|One and only time on a horse......Los Osos, CA|
The Doctor at Loma Linda initially had a lukewarm repsonse to my case, but as Kathy and I talked about it with him, the interest level rose to the point where he took it to the conference level with his staff and will get back in touch with us shortly. We were quite encouraged after that visit, because after we left they caled right away to get some more details and dates. We also got another call from one of the docs we had been waiting on for a few weeks, so the drive from Loma Linda to Phoenix was a pretty upbeat.
At Mayo, Dr. Stone flat out told me he felt the risks of another surgery were signficantly higher than the first reconstruction and said he isn't going to do it. I have a lot of respect for him professionally, so I won't go into the sordid details of our discussion, but suffice it to say he doesn't want to be the guy who sees my last breath.
As we drove home from Phoenix on Friday, we had 5 hours or so to digest things before we hit the truly amazing Hoover Dam bypass bridge. Why does my left jugular keep clotting? I don't have a hemotology makeup conducive to clots. My legs don't have DVT, and my arms and legs actually look fairly muscular. My head isn't swollen, my eyes aren't popping out of my skull, and one of the thigs Dr.
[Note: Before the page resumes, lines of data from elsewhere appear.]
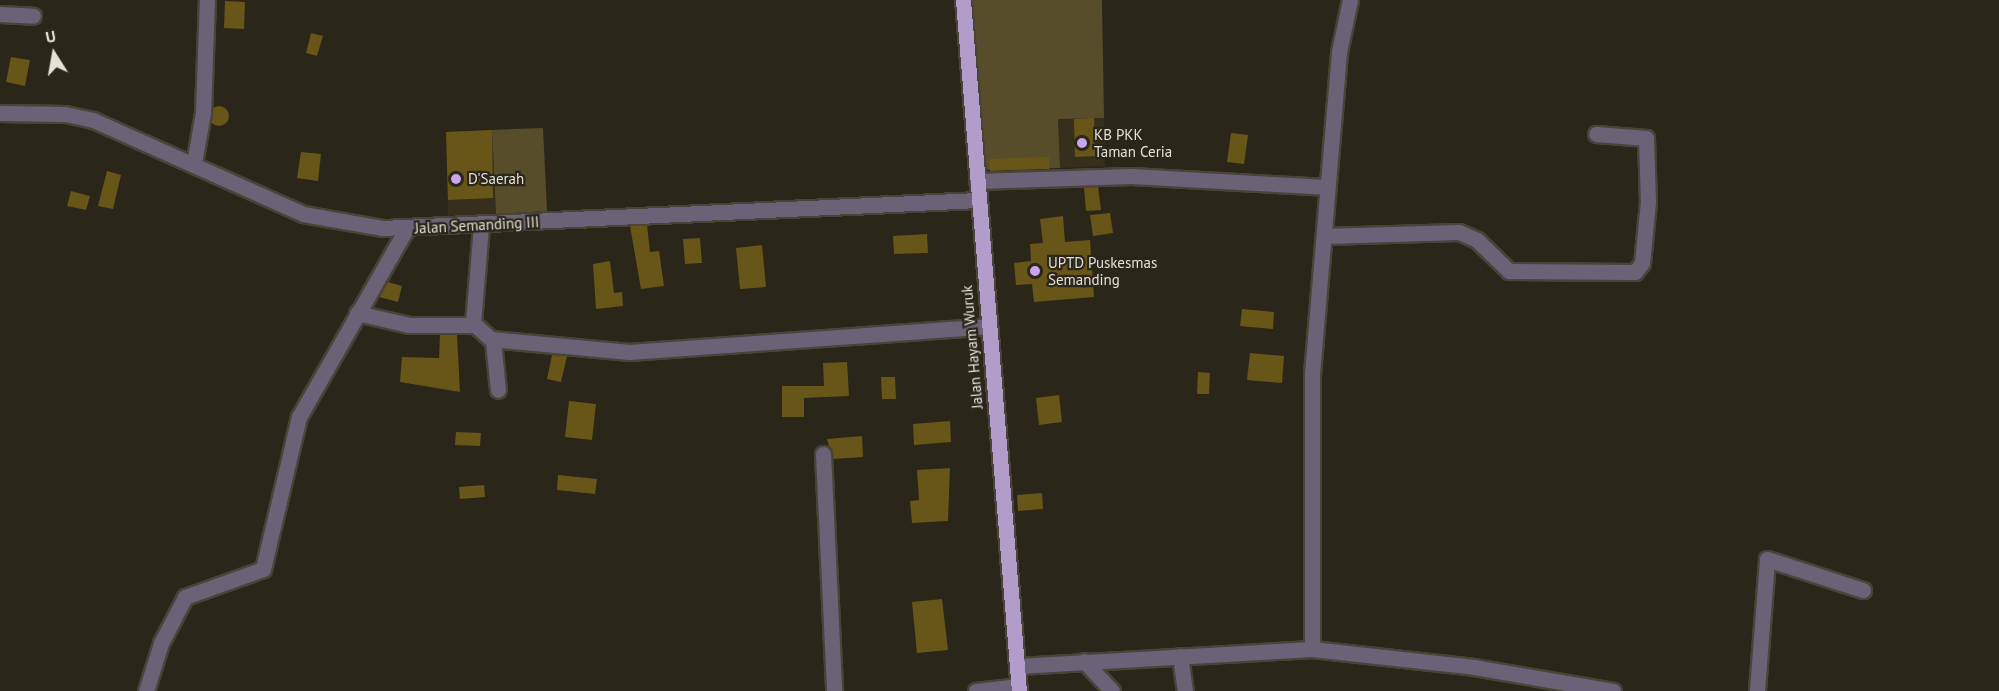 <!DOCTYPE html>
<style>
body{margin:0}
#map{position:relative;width:1999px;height:691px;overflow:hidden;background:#2a261a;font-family:"PT Sans",sans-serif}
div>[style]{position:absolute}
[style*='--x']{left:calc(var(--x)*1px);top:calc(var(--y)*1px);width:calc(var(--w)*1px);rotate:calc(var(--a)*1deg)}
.built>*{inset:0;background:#362f1d}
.green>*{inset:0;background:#584d2a}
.building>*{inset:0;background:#685518}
.round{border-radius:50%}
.roads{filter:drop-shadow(2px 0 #484439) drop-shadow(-2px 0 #484439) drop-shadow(0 2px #484439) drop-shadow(0 -2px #484439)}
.minor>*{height:15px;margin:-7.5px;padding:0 7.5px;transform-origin:7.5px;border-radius:7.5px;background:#6c6278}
.major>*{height:15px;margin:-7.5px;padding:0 7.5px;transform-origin:7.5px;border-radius:7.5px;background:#b29cca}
.dots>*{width:16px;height:16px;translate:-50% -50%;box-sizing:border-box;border:3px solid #2a261a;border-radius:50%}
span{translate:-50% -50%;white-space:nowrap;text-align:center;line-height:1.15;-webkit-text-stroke:4.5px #2a261a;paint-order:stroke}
.poi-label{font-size:15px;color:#e4e1d9}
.left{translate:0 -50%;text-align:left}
.street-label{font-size:15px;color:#e4e1d9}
.north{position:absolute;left:24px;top:24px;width:60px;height:60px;-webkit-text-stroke:4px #2a261a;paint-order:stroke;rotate:349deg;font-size:16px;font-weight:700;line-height:24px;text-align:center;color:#e4e1d9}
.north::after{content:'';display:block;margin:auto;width:21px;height:27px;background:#e4e1d9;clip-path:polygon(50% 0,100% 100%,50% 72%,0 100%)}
</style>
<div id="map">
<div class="built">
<div style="clip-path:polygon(1104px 118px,1105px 166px,1060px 168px,1058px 119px)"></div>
<div style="clip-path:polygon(492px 130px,496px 214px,448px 216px,446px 132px)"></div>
</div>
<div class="green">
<div style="clip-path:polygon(968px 0,1102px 0,1104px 118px,1058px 119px,1060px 168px,980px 170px)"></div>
<div style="clip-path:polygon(543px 128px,547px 211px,496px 214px,492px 130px)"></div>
</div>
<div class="building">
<div style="clip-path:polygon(225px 1px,245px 2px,244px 29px,224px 28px)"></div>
<div style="clip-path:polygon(311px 33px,323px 36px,317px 56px,306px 53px)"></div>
<div style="clip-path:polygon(11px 57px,30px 60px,25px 86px,6px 82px)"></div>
<div class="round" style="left:209px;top:106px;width:20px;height:20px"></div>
<div style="clip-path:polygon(1094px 118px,1095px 156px,1075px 157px,1074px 119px)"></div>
<div style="clip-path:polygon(492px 130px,493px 198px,448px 200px,446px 132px)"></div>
<div style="clip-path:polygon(1231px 133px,1248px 135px,1244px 164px,1227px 162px)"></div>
<div style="clip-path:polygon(301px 152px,321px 154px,318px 181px,297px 178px)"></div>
<div style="clip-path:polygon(1049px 157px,1049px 169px,990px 171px,989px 159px)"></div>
<div style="clip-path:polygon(107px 171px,121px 175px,113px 209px,98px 206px)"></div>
<div style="clip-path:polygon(1084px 187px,1098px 187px,1101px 210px,1086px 211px)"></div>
<div style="clip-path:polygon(71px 191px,90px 196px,86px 210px,67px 206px)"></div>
<div style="clip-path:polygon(1110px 213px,1113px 233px,1093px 236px,1090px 215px)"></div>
<div style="clip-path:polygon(1063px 216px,1065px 242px,1090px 240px,1094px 297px,1034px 302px,1032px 284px,1016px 285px,1014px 263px,1031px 261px,1030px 244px,1043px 243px,1040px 219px)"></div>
<div style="clip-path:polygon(647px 225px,650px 252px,659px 251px,664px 286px,641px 289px,630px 226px)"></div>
<div style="clip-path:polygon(927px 234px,928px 253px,894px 254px,893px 236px)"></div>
<div style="clip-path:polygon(700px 238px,702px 263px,685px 264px,683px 239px)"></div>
<div style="clip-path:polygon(762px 245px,766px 287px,740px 289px,736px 248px)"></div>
<div style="clip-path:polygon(610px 261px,614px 293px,622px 292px,623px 306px,596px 309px,593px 264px)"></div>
<div style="clip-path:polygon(388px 282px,402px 286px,398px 302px,379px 297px)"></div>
<div style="clip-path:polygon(1242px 309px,1274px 312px,1273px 329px,1240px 326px)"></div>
<div style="clip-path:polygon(440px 335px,457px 335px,460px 392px,400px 382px,402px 357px,439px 358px)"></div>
<div style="clip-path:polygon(1250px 353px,1284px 356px,1282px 383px,1247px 380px)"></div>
<div style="clip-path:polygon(552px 355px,567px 356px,561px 382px,547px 379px)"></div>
<div style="clip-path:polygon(847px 362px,849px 396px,804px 398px,804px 417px,782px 417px,782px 386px,824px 386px,823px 363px)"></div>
<div style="clip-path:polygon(1198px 372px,1210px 373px,1209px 394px,1197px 394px)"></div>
<div style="clip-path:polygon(881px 377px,895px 377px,896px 399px,882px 399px)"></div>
<div style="clip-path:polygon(1059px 395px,1062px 422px,1039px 425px,1036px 398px)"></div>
<div style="clip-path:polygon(569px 401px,596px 404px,592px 440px,565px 437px)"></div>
<div style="clip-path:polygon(950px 421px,951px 442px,914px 445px,913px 424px)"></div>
<div style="clip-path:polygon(456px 432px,481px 433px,480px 446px,455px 445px)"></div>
<div style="clip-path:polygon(862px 436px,863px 457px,833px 459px,827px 439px)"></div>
<div style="clip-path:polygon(950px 468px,948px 521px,912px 523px,910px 501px,919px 500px,917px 470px)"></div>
<div style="clip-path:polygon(558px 475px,597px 479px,595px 494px,557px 490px)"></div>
<div style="clip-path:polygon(484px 485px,485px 497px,460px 499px,459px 487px)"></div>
<div style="clip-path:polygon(1042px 493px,1043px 509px,1018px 511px,1017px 495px)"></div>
<div style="clip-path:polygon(942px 599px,948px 650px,917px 653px,912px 602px)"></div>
</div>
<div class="roads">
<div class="minor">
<div style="--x:0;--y:14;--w:33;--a:3"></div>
<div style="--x:0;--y:113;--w:65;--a:0.9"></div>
<div style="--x:65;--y:114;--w:29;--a:12"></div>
<div style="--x:93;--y:120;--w:230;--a:24.1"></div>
<div style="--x:303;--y:214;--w:80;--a:10"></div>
<div style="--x:382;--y:228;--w:596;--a:-2.69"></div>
<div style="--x:194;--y:163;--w:51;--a:-79.8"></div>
<div style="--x:203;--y:113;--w:113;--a:-88"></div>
<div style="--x:977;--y:181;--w:154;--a:-1.9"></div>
<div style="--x:1131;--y:176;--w:195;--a:3.2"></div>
<div style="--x:481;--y:226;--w:97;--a:94.7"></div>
<div style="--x:473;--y:323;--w:27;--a:42"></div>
<div style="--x:493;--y:341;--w:49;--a:84.2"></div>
<div style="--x:1324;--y:236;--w:135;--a:-1.7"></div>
<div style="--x:1459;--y:232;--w:20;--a:24"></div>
<div style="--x:1477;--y:240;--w:45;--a:44.1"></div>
<div style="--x:1509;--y:271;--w:126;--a:0.5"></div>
<div style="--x:1635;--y:272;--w:11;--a:-52"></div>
<div style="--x:1642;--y:263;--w:61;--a:-84.4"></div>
<div style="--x:1648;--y:202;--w:64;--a:-91.8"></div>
<div style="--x:1646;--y:138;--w:50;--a:-175.4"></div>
<div style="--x:357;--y:313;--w:53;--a:13"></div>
<div style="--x:409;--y:325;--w:65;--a:0"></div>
<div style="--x:491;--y:339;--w:139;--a:5.4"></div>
<div style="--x:629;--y:352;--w:360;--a:-4.1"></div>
<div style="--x:823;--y:454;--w:237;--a:87.3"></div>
<div style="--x:1312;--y:649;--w:163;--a:6.3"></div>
<div style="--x:1474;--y:667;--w:141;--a:9.8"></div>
<div style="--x:1180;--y:656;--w:35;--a:82"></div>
<div style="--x:1084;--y:661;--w:41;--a:47"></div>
<div style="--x:1018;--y:666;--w:294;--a:-3.3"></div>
<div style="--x:1312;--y:649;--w:275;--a:-90"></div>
<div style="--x:1312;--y:374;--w:323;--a:-85.2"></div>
<div style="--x:1339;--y:52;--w:53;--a:-78.1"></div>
<div style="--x:1757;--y:690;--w:131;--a:-85.6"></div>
<div style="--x:1767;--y:559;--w:101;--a:17.9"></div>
<div style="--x:146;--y:691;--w:50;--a:-72.6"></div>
<div style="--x:161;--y:643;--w:52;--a:-62.4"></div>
<div style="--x:185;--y:597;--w:83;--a:-19.7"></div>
<div style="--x:263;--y:569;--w:156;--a:-76.7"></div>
<div style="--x:299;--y:417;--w:218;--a:-60.3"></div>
<div style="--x:976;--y:691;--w:43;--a:-6.6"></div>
</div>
<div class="major">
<div style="--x:963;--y:0;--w:693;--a:85.37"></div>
</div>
</div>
<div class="dots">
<div style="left:1082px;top:143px;background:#c9a5ee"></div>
<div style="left:456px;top:179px;background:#c9a5ee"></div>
<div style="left:1035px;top:271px;background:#c9a5ee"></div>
</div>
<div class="poi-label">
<span class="left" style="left:1094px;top:143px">KB PKK<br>Taman Ceria</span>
<span class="left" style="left:468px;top:179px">D'Saerah</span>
<span class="left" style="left:1048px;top:271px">UPTD Puskesmas<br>Semanding</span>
</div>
<div class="street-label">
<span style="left:477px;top:225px;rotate:-3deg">Jalan Semanding III</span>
<span style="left:972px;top:347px;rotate:-95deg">Jalan Hayam Wuruk</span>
</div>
<div class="north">U</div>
</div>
Stone said was that if I didn't have MS, as a vascular surgeon he wouldn't even consider the surgery in the first place, let alone the second. Said it would be something tantamount to medical blasphemy, because veins collateralize and return blood to the heart. My blood pressure is normal, too, so that's another reason.
So why does it keep clotting? The right side is huge and flowing beautifully. Is that the cause? That I'm returning the volume of blood needed to work properly so the left side collapses enough in low flow conditions to start a clot?
It's a million dollar question to be sure. But even more challenging is what to do about it? Here's the rundown on the dilemma.......
1) The MS disease itself seems to be at bay, with no attacks for quite some time.
2) The overall symptoms have been stable for a little while. I was getting a LOT better through the end of the year and then pulled back a lttle bit, but not to the point I was when I started this whole thing. My left leg was getting elephant-like, and I've maintained the normal leg look. Urinary symptoms are a little worse, walking is a little worse, bowel is a little worse but still much better than before.
3) I have a little bit of a presence (like a dull ache) in my head, left side, from the temple to the upper jaw, that seems to escalate when I try to exercise. It subsides a little when I clear my ears as if I am on a plane in the climb.
4) I feel like I'm hung over on most mornings and it takes awhile to get whatever is in my head to drain out and get things going.
5) The left jugular, though plugged up, has collateralized to a surprisingly large degree. It isn't a nice straight drain like the native should be, but it's about a third of the size of the right jugular.
If I have another vein reconstruction, I face all the surgical risks such as death, nerve damage in other areas, etc., and the possibility of yet another failure. If I don't have the surgery, I face the probability of the left temple presence worsening, and MS coming back active, taking me down another notch and/or adding more failures to perhaps my arms which are currently unaffected.
It's torture. I can't believe I have to go through this type of analysis at 46 years old. Why don't I get to run or even walk like a normal person? Why do I have to have every business meeting interrupted by a bathroom emergency? Why can't I just bend down and fix something like I used to? Or take my son to Colorado to ski during spring break? Some might say it's hell.
I often wonder why I go through the fight every day. Is the chance of a worsening MS condition worth the chance of a severe surgical complication? Can I live with myself if I get worse without contuing to try? Is another reconstruction just going to result in another clog? Is it possible to gently open the collaterals with the angio balloons? Is there another way?
Then I see my wife and son. There's no torture. There's no hell. There's only survival and a search for answers. I figure I'll go see somewhere between 5 and 8 vascular surgeons, then sit down with all the data and discussions and make a decision on how to best proceed. In the meantime, I'll keep my head up 90% of the time and minimize my sorrow for the other 10%.